* _Activity_: Could you copy each line of the entries that contains "Share"?
+++
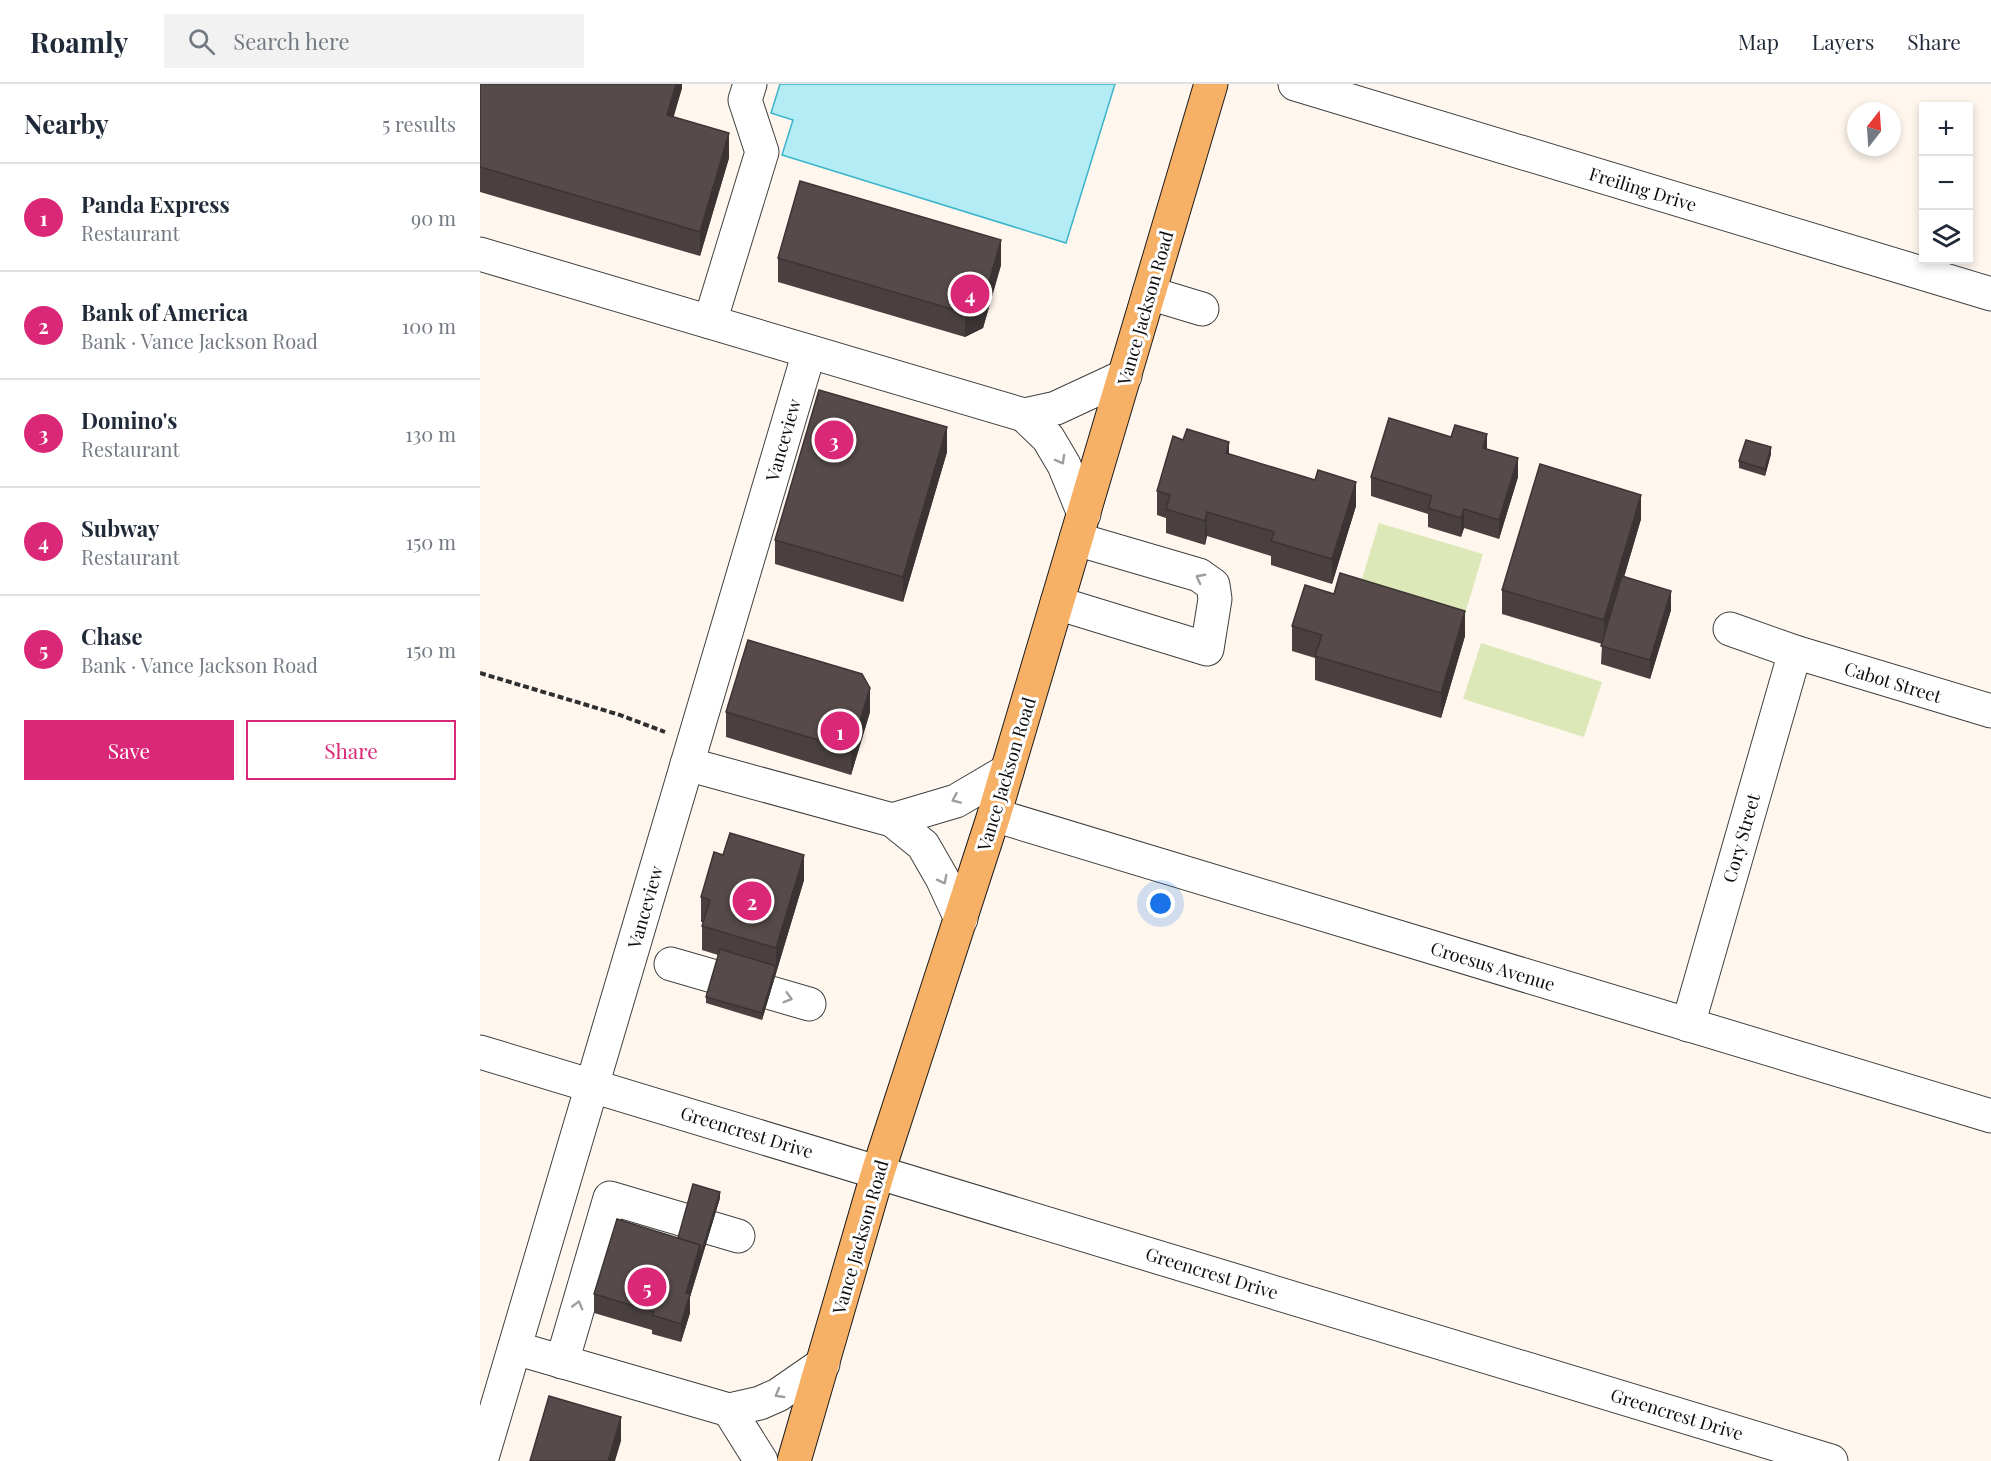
<!DOCTYPE html>
<meta charset="utf-8">
<style>
body{margin:0;font-family:"Playfair Display",serif;background:#f2f2f3;color:#1f2937}
.controls{position:absolute;right:18px;top:18px;display:grid;overflow:hidden;border-radius:0px;box-shadow:0 3px 9px #0003}
.controls button{width:54px;height:54px;display:grid;place-items:center;padding:0;border:0;border-bottom:2px solid #e0e1e3;background:#fff;color:#1f2937;font:30px sans-serif}
.compass{position:absolute;left:1367px;top:18px;width:54px;height:54px;border-radius:50%;background:#fff;box-shadow:0 3px 9px #0003;rotate:17deg}
.you{position:absolute;left:681px;top:820px;width:21px;height:21px;margin:-15px;border:4px solid #fff;border-radius:50%;background:#1a73e8;box-shadow:0 0 0 9px #1a73e833}
.badge{display:grid;place-items:center;width:39px;height:39px;border-radius:50%;background:#db2777;color:#fff;font-size:20px;font-weight:700}
.pin{position:absolute;translate:-50% -50%;border:3px solid #fff;box-shadow:0 2px 6px #0006}
.list{margin:0;padding:0;list-style:none}
h2{display:flex;justify-content:space-between;align-items:center;height:78px;margin:0;padding:0 24px;font-size:26px}
h2 small{font-size:20px;font-weight:400;color:#747a83}
.list li{display:grid;grid-template-columns:39px 1fr auto;gap:18px;align-items:center;box-sizing:border-box;height:108px;padding:0 24px;border-top:2px solid #e0e1e3}
.list b{display:block;font-size:22px;white-space:nowrap}
.list p{margin:0;font-size:20px;white-space:nowrap;color:#747a83}
.list em{font-size:20px;font-style:normal;color:#747a83}
.actions{display:flex;gap:12px;padding:18px 24px}
.actions a{flex:1;padding:14px 0;border:2px solid #db2777;border-radius:0px;text-align:center;font-size:21px;color:#db2777}
.actions .main{background:#db2777;color:#fff}
.icon{flex:none;width:33px;height:33px;fill:none;stroke:currentColor;stroke-width:2;stroke-linecap:round;stroke-linejoin:round}
.map{position:relative;flex:none;width:1511px;height:1377px;overflow:hidden}
header{display:flex;align-items:center;gap:36px;box-sizing:border-box;height:84px;padding:0 30px;background:#fff;border-bottom:2px solid #e0e1e3}
header strong{font-size:28px}
nav{display:flex;gap:33px;margin-inline-start:auto;font-size:21px}
.search{width:420px;height:54px;background:#f2f2f3;display:flex;align-items:center;gap:15px;box-sizing:border-box;padding:0 21px;border-radius:0px;color:#747a83;font-size:22px}
main{display:flex}
aside{flex:1;background:#fff}
.map>svg:first-child{display:block}
.green{fill:#dde8b8}
.water{fill:#b3ecf5;stroke:#3bb4cb;stroke-width:1.5}
.lines{fill:none;stroke-linecap:round;stroke-linejoin:round}
.minor-casing{stroke:#404040;stroke-width:35}
.major-casing{stroke:#1e1e1e;stroke-width:35}
.path{stroke:#2f2f2f;stroke-width:4;stroke-dasharray:6 3;stroke-linecap:butt}
.minor{stroke:#fff;stroke-width:33}
.major{stroke:#f6b166;stroke-width:33}
.wall{fill:#4a4040}
.shaded-wall{fill:#3c3434}
.building{fill:#564b4a;stroke:#3c3434;stroke-width:1.5}
.oneway{stroke:#9e9e9e}
.labels{text-anchor:middle;dominant-baseline:central;stroke-width:6;stroke-linejoin:round;paint-order:stroke}
.street-label{font-size:18px;fill:#0d0d0d;stroke:#fff}
</style>
<header>
<strong>Roamly</strong>
<div class="search"><svg class="icon" aria-label="search" viewBox="0 0 24 24"><circle cx="10" cy="10" r="6"/><path d="M15 15l6 6"/></svg>Search here</div>
<nav><a>Map</a><a>Layers</a><a>Share</a></nav>
</header>
<main>
<aside>
<h2>Nearby<small>5 results</small></h2>
<ul class="list">
<li><span class="badge">1</span><div><b>Panda Express</b><p>Restaurant</p></div><em>90 m</em></li>
<li><span class="badge">2</span><div><b>Bank of America</b><p>Bank · Vance Jackson Road</p></div><em>100 m</em></li>
<li><span class="badge">3</span><div><b>Domino's</b><p>Restaurant</p></div><em>130 m</em></li>
<li><span class="badge">4</span><div><b>Subway</b><p>Restaurant</p></div><em>150 m</em></li>
<li><span class="badge">5</span><div><b>Chase</b><p>Bank · Vance Jackson Road</p></div><em>150 m</em></li>
</ul>
<div class="actions"><a class="main">Save</a><a>Share</a></div>
</aside>
<div class="map">
<svg width="1511" height="1377" viewBox="0 0 1511 1377">
<rect width="100%" height="100%" fill="#fff7ee"/>
<g class="green">
<polygon points="899,439 1003,470 985,530 881,498"/>
<polygon points="1001,559 1122,598 1104,653 983,615"/>
</g>
<polygon class="water" points="300,0 635,0 586,159 302,71 313,36 291,29"/>
<g class="lines">
<g class="minor-casing">
<g id="minor">
<polyline points="815,0 1511,210"/>
<polyline points="0,170 544,331 568,354 584,381 604,430"/>
<polyline points="669,209 722,225"/>
<polyline points="230,238 282,68 265,16 270,0"/>
<polyline points="544,331 576,324 645,292"/>
<polyline points="577,519 727,565 735,515 733,501 719,491 596,455"/>
<polyline points="1250,545 1315,568 1511,627"/>
<polyline points="207,680 412,736 443,761 462,794 481,835"/>
<polyline points="514,731 1511,1032"/>
<polyline points="412,736 476,717 527,687"/>
<polyline points="191,880 329,920"/>
<polyline points="1208,941 1315,568"/>
<polyline points="0,968 1351,1377"/>
<polyline points="35,1264 249,1326 280,1319 298,1311 343,1280"/>
<polyline points="82,1278 130,1114 258,1152"/>
<polyline points="249,1326 281,1377"/>
<polyline points="1,1377 329,268"/>
</g>
</g>
<g class="major-casing">
<polyline id="major" points="314,1377 398,1088 514,731 731,0"/>
</g>
<polyline class="path" points="0,589 140,631 185,648"/>
<use href="#minor" class="minor"/>
<use href="#major" class="major"/>
</g>
<g class="wall">
<polygon points="0,0 202,0 202,4 193,33 249,74 220,172 0,108"/>
<polygon points="298,174 521,181 503,244 485,253 298,198"/>
<polygon points="971,353 1007,365 1038,393 1019,455 984,444 981,453 948,443 948,430 891,412 891,393"/>
<polygon points="467,368 423,518 295,480 295,456"/>
<polygon points="749,370 876,422 852,500 791,481 791,472 727,452 725,461 686,449 686,434 677,431 677,407"/>
<polygon points="1291,370 1285,392 1259,384 1259,377"/>
<polygon points="1161,435 1144,493 1191,526 1170,595 1121,580 1122,560 1022,530 1022,506"/>
<polygon points="812,542 985,552 961,634 835,596 835,574 812,567"/>
<polygon points="246,628 390,628 371,691 246,653"/>
<polygon points="324,796 282,936 226,919 226,913 238,871 222,866 222,842 223,838 221,838 221,813"/>
<polygon points="240,1114 210,1213 210,1229 201,1258 172,1250 172,1246 114,1229 114,1210 198,1154"/>
</g>
<g class="shaded-wall">
<polygon points="196,0 202,0 202,4 187,56 187,31"/>
<polygon points="249,49 249,74 220,172 220,148"/>
<polygon points="521,156 521,181 503,244 485,253 485,229"/>
<polygon points="467,343 467,368 423,518 423,493"/>
<polygon points="1007,350 1007,369 1003,364"/>
<polygon points="749,358 749,383 746,369"/>
<polygon points="1291,363 1291,370 1285,392 1285,385"/>
<polygon points="1038,374 1038,393 1019,455 1019,436"/>
<polygon points="876,398 876,422 852,500 852,475"/>
<polygon points="1161,411 1161,435 1124,561 1124,536"/>
<polygon points="984,425 984,444 981,453 981,434"/>
<polygon points="727,428 727,452 725,461 725,437"/>
<polygon points="1191,507 1191,526 1170,595 1170,576"/>
<polygon points="985,527 985,552 961,634 961,609"/>
<polygon points="390,604 390,628 371,691 371,666"/>
<polygon points="324,771 324,796 282,936 282,929 296,882 296,864"/>
<polygon points="240,1108 240,1114 210,1213 210,1229 201,1258 201,1240 206,1209 220,1161"/>
<polygon points="141,1333 141,1357 135,1377 128,1377"/>
</g>
<g class="building">
<polygon points="0,0 196,0 187,31 249,49 220,148 0,83"/>
<polygon points="320,97 521,156 503,219 485,229 298,174"/>
<polygon points="339,306 467,343 423,493 295,456"/>
<polygon points="909,334 971,353 975,341 1007,350 1003,364 1038,374 1019,436 984,425 981,434 948,424 952,412 891,393"/>
<polygon points="707,345 749,358 746,369 835,396 838,386 876,398 852,475 791,457 794,448 727,428 725,437 686,425 690,411 677,407 693,352 703,356"/>
<polygon points="1266,356 1291,363 1285,385 1259,377"/>
<polygon points="1060,380 1161,411 1124,536 1022,506"/>
<polygon points="860,489 985,527 961,609 835,572 842,551 812,542 825,501 854,510"/>
<polygon points="1142,492 1191,507 1170,576 1121,562"/>
<polygon points="268,556 382,590 390,604 371,666 246,628"/>
<polygon points="250,749 324,771 296,864 222,842 230,816 221,813 234,768 243,771"/>
<polygon points="240,865 296,882 282,929 226,913"/>
<polygon points="213,1100 240,1108 220,1173 220,1161 198,1154"/>
<polygon points="137,1135 220,1161 206,1209 210,1210 201,1240 172,1231 174,1228 114,1210"/>
<polygon points="69,1312 141,1333 128,1377 50,1377"/>
</g>
<defs><path id="oneway-chevron" d="M-2-3.5L2.5 0L-2 3.5" fill="none" stroke-width="1.6" stroke-linecap="round" stroke-linejoin="round" transform="scale(1.5)"/></defs>
<g class="oneway">
<use href="#oneway-chevron" transform="translate(581 376) rotate(61)"/>
<use href="#oneway-chevron" transform="translate(720 494) rotate(-152)"/>
<use href="#oneway-chevron" transform="translate(476 715) rotate(156)"/>
<use href="#oneway-chevron" transform="translate(463 796) rotate(63)"/>
<use href="#oneway-chevron" transform="translate(308 914) rotate(16)"/>
<use href="#oneway-chevron" transform="translate(98 1221) rotate(-74)"/>
<use href="#oneway-chevron" transform="translate(299 1310) rotate(150)"/>
</g>
<g class="labels">
<g class="street-label">
<text transform="translate(1163 105) rotate(17)">Freiling Drive</text>
<text transform="translate(665 224) rotate(-74)">Vance Jackson Road</text>
<text transform="translate(303 356) rotate(-74)">Vanceview</text>
<text transform="translate(1413 598) rotate(17)">Cabot Street</text>
<text transform="translate(526 690) rotate(-73)">Vance Jackson Road</text>
<text transform="translate(1261 754) rotate(-74)">Cory Street</text>
<text transform="translate(165 823) rotate(-74)">Vanceview</text>
<text transform="translate(1013 882) rotate(17)">Croesus Avenue</text>
<text transform="translate(267 1048) rotate(17)">Greencrest Drive</text>
<text transform="translate(380 1153) rotate(-74)">Vance Jackson Road</text>
<text transform="translate(732 1189) rotate(17)">Greencrest Drive</text>
<text transform="translate(1197 1330) rotate(17)">Greencrest Drive</text>
</g>
</g>
</svg>
<div class="controls">
<button>+</button>
<button>−</button>
<button><svg class="icon" aria-label="layers" viewBox="0 0 24 24"><path d="M12 4l9 5-9 5-9-5zM3 14l9 5 9-5"/></svg></button>
</div>
<svg class="compass" viewBox="-18 -18 36 36"><path d="M0-13l5 13h-10z" fill="#e53935"/><path d="M0 13l5-13h-10z" fill="#747a83"/></svg>
<div class="you"></div>
<div class="pin badge" style="left:360px;top:647px">1</div>
<div class="pin badge" style="left:272px;top:817px">2</div>
<div class="pin badge" style="left:354px;top:356px">3</div>
<div class="pin badge" style="left:490px;top:210px">4</div>
<div class="pin badge" style="left:167px;top:1203px">5</div>
</div>
</main>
+++
* _Solution to the problem_:
<nav><a>Map</a><a>Layers</a><a>Share</a></nav>
<div class="actions"><a class="main">Save</a><a>Share</a></div>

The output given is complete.